▶ [YOUR ASSIGNMENT]: For the string "serif", find every matching line in the records and copy it.

___ EXERCISE MATERIAL

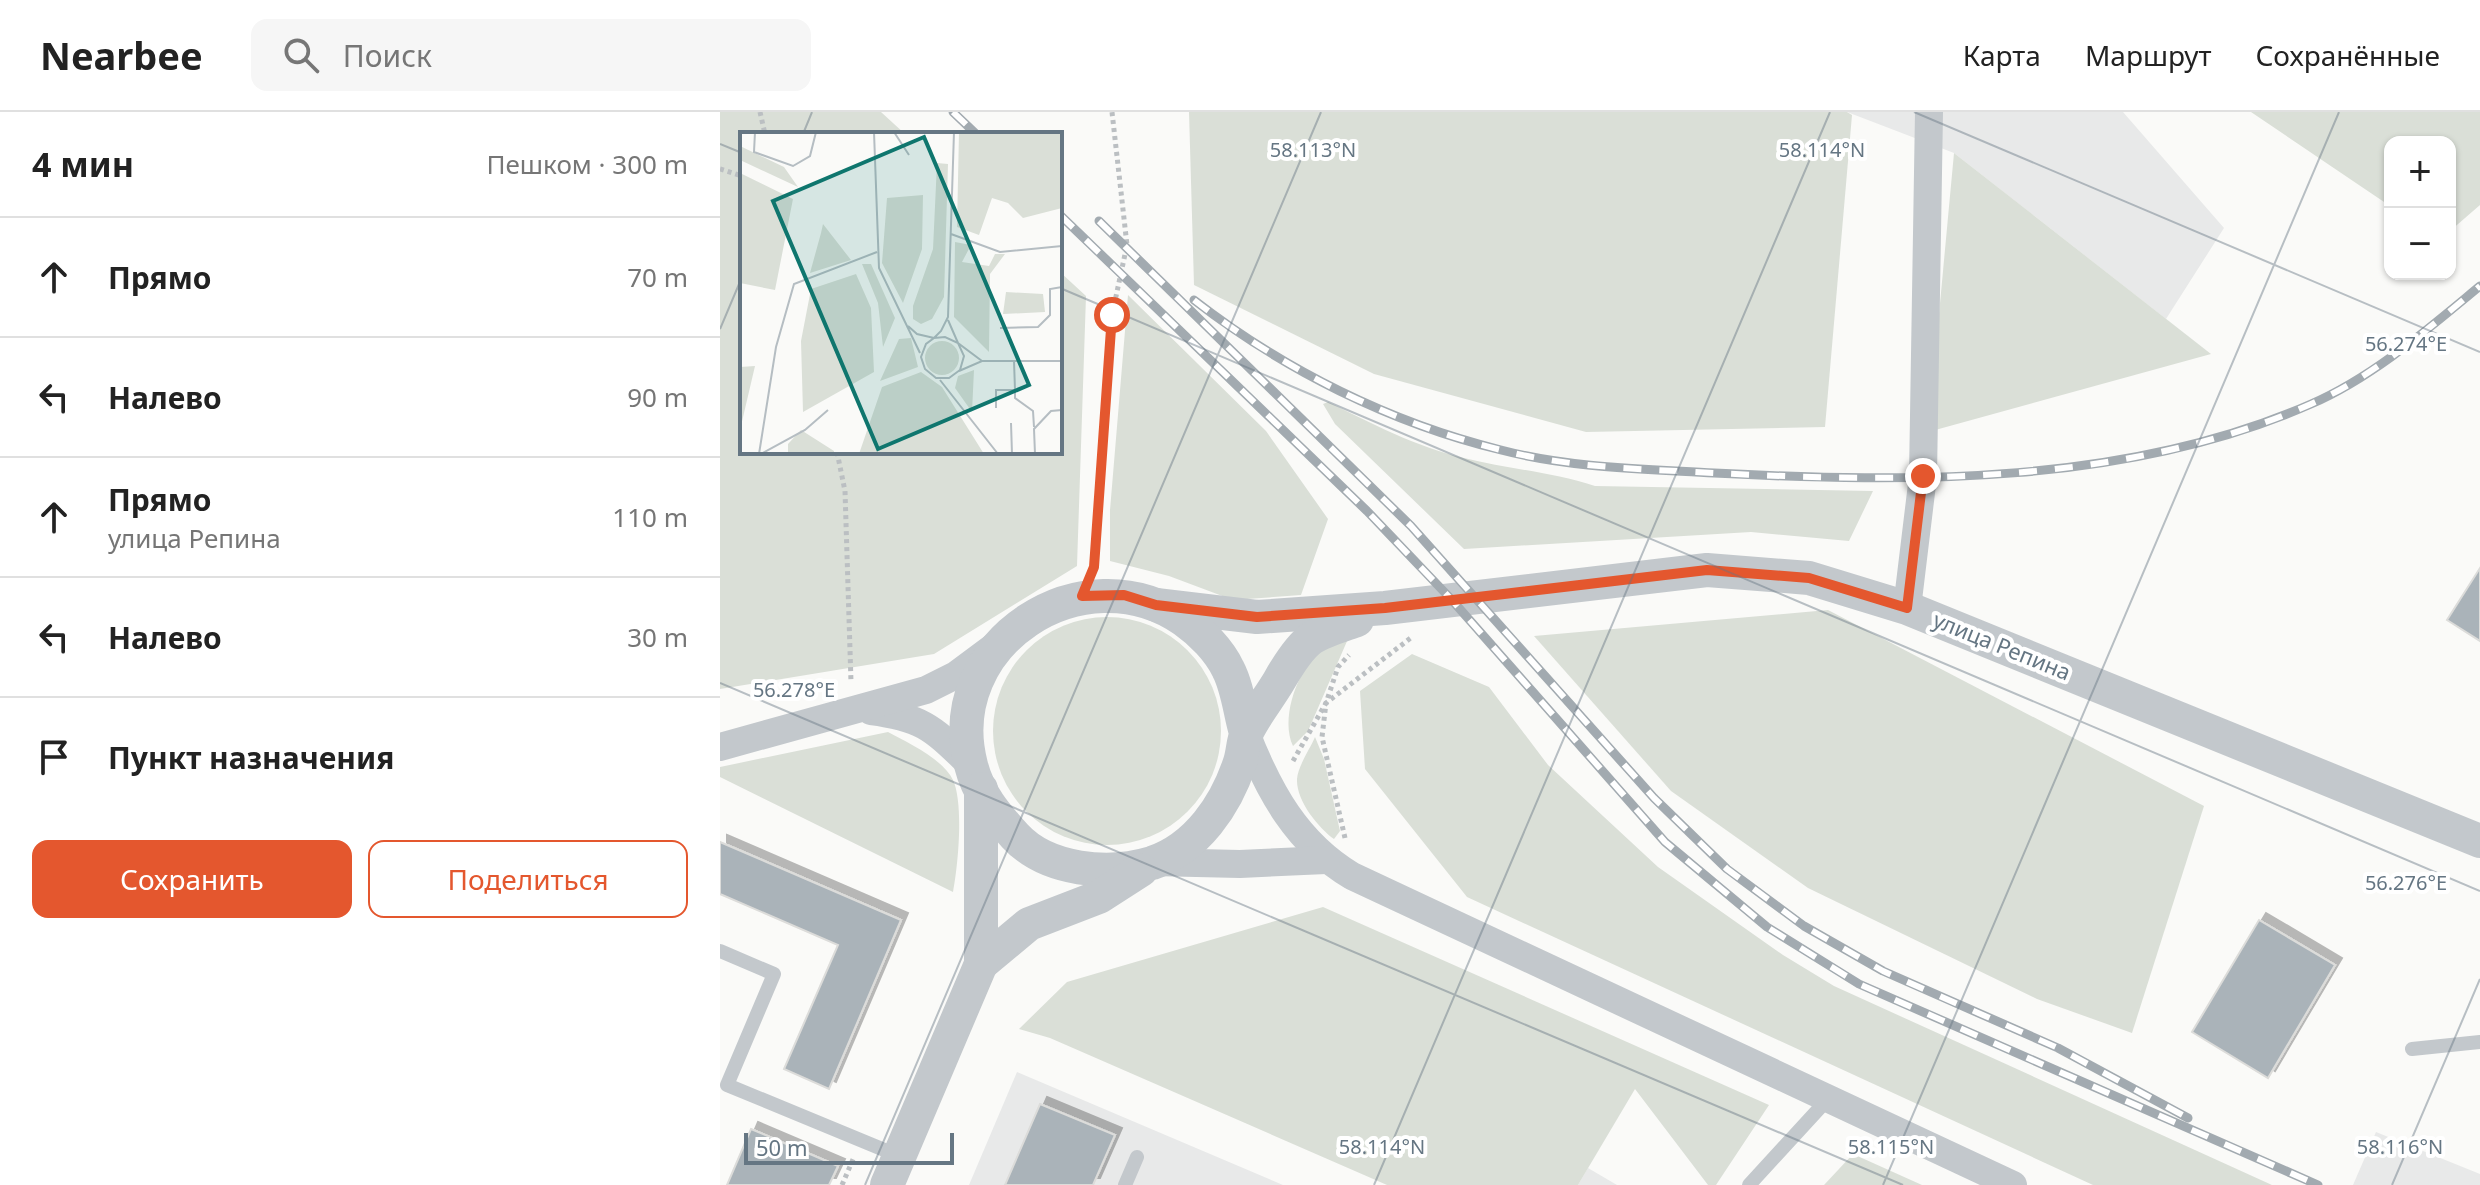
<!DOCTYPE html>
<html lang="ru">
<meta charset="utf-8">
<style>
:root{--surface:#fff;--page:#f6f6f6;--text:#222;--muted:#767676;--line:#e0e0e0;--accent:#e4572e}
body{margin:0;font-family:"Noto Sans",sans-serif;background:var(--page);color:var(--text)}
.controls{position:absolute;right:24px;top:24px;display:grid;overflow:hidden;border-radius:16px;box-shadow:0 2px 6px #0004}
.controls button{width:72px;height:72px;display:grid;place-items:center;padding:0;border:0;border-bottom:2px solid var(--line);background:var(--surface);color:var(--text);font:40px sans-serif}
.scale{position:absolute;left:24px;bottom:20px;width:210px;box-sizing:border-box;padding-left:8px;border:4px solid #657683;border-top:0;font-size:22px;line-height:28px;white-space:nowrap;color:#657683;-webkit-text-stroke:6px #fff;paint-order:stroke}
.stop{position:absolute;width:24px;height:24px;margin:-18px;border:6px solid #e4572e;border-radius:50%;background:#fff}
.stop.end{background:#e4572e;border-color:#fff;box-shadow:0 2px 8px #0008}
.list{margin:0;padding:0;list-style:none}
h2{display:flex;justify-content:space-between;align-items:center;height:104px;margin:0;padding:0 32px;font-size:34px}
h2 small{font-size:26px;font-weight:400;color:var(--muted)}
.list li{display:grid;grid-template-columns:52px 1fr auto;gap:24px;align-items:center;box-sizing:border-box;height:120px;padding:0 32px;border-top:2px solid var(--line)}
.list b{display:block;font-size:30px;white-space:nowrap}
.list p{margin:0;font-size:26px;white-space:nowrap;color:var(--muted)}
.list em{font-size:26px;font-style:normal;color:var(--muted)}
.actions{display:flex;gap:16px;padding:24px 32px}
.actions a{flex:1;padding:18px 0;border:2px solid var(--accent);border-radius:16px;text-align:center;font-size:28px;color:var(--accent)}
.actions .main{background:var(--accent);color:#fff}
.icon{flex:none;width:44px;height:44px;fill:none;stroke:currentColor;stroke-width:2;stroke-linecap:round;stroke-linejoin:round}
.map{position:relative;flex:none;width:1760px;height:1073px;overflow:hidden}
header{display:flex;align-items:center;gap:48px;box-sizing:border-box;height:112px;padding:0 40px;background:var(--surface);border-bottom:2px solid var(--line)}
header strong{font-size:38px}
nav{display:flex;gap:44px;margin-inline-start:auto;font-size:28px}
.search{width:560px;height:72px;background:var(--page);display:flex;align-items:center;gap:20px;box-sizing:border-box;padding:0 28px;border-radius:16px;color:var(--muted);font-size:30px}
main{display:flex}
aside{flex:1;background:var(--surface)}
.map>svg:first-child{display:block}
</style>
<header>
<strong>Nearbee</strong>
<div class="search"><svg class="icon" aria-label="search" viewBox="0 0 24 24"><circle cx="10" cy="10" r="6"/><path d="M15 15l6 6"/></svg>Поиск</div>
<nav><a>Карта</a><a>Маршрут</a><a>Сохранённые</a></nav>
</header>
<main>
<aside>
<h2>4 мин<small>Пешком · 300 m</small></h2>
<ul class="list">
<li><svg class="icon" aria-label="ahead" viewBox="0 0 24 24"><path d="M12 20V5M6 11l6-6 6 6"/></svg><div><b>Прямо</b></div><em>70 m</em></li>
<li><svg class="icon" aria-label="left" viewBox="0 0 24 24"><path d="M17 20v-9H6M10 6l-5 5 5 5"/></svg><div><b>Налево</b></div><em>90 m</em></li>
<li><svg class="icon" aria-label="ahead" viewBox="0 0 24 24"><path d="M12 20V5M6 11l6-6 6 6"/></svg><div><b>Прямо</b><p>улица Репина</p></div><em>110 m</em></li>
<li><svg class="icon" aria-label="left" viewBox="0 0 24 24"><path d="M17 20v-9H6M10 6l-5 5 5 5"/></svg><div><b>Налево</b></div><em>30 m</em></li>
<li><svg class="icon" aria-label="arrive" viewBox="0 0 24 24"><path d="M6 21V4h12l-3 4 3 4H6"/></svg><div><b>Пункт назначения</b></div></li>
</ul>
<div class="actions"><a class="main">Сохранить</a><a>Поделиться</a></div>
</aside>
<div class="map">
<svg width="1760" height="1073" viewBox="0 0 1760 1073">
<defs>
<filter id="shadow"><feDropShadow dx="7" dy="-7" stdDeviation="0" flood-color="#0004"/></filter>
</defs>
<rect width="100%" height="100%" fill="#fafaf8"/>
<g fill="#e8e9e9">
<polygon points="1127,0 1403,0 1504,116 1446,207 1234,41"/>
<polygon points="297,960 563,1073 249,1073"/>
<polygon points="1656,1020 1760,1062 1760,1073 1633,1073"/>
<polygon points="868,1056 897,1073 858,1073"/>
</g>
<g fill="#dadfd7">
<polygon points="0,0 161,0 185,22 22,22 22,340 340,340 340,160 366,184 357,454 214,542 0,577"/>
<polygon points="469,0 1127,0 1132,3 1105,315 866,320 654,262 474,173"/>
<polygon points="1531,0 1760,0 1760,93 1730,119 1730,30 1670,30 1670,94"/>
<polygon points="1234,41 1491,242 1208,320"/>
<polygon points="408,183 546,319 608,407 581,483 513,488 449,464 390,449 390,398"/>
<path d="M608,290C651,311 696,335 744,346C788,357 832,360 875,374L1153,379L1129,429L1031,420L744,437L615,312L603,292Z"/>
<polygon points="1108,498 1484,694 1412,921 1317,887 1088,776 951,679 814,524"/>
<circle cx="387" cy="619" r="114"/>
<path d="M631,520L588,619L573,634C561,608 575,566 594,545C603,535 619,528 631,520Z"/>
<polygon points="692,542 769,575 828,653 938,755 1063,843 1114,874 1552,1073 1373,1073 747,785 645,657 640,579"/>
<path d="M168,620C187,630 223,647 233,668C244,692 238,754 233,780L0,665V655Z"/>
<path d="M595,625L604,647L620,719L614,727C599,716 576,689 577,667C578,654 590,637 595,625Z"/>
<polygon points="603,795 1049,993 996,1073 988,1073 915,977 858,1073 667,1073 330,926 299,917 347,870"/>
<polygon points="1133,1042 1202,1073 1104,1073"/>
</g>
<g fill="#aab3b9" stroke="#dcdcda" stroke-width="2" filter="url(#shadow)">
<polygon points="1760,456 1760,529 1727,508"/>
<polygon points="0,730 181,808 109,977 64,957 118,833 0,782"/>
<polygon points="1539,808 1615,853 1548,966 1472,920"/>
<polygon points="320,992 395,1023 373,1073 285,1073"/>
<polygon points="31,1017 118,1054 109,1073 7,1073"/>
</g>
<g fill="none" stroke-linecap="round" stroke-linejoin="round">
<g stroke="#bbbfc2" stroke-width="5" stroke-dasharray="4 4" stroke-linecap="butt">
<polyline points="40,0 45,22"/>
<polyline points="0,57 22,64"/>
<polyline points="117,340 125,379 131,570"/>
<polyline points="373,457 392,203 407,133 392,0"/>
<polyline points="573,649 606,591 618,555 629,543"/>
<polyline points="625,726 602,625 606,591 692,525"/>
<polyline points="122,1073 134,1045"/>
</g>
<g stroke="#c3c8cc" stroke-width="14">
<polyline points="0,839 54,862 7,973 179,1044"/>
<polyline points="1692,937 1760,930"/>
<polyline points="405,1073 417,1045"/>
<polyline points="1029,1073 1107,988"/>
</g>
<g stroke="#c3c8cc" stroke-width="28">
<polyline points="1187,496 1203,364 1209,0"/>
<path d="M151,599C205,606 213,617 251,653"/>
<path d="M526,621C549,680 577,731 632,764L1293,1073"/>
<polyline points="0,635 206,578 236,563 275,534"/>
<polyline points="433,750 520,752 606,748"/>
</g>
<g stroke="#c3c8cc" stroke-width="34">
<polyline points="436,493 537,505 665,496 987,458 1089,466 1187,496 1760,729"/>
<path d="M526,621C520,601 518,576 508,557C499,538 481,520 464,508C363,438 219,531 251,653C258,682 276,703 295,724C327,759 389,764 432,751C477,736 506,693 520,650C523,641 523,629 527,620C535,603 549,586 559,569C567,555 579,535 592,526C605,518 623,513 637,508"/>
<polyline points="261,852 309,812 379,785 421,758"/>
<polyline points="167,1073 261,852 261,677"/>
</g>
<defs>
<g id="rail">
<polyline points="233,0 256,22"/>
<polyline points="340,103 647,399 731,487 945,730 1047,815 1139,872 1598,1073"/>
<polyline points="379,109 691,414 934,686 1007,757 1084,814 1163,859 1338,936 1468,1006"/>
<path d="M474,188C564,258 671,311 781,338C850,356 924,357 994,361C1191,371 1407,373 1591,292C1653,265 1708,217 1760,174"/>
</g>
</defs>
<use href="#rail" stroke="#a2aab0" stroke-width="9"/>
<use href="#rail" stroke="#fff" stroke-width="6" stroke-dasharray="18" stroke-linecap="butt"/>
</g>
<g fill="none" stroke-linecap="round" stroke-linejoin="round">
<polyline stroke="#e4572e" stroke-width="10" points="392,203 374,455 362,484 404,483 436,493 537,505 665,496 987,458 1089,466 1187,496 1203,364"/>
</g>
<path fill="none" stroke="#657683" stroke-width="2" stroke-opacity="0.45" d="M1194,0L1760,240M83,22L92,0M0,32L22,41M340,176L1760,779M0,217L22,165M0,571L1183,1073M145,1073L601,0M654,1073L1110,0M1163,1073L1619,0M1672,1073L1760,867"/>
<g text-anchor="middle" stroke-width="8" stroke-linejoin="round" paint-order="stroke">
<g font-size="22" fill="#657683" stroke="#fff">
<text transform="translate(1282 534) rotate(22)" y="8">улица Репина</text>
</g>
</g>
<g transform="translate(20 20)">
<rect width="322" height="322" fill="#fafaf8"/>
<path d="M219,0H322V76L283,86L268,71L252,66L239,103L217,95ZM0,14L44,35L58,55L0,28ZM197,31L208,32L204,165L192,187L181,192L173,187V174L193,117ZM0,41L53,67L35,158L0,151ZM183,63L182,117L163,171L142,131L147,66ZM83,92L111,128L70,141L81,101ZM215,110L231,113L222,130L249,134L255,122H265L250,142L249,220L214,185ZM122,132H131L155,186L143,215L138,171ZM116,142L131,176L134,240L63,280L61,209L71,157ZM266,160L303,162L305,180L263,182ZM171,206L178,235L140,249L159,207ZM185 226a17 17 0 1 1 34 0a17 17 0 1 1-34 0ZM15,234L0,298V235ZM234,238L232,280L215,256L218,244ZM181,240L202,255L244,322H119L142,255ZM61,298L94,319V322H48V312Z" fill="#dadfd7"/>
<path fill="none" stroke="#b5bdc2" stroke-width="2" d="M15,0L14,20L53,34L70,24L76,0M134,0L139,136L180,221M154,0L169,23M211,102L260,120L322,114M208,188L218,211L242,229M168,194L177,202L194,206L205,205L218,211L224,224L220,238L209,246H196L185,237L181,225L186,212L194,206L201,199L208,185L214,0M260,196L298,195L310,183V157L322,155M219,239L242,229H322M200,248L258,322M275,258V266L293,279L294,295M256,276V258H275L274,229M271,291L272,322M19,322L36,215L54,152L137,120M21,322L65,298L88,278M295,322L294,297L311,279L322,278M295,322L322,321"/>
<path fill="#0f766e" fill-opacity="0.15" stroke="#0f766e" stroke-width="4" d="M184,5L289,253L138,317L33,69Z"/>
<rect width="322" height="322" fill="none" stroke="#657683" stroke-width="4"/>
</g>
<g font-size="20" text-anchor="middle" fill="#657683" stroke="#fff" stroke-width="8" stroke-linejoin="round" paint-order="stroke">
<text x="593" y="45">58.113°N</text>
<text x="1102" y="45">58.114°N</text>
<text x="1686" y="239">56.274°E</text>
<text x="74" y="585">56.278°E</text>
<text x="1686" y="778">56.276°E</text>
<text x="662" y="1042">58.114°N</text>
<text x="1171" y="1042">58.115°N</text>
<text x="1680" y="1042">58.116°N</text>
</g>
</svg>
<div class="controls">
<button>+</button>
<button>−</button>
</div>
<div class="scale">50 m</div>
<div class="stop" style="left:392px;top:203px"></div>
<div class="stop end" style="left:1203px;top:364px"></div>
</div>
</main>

______

▶ [EXPECTED ANSWER]:
body{margin:0;font-family:"Noto Sans",sans-serif;background:var(--page);color:var(--text)}
.controls button{width:72px;height:72px;display:grid;place-items:center;padding:0;border:0;border-bottom:2px solid var(--line);background:var(--surface);color:var(--text);font:40px sans-serif}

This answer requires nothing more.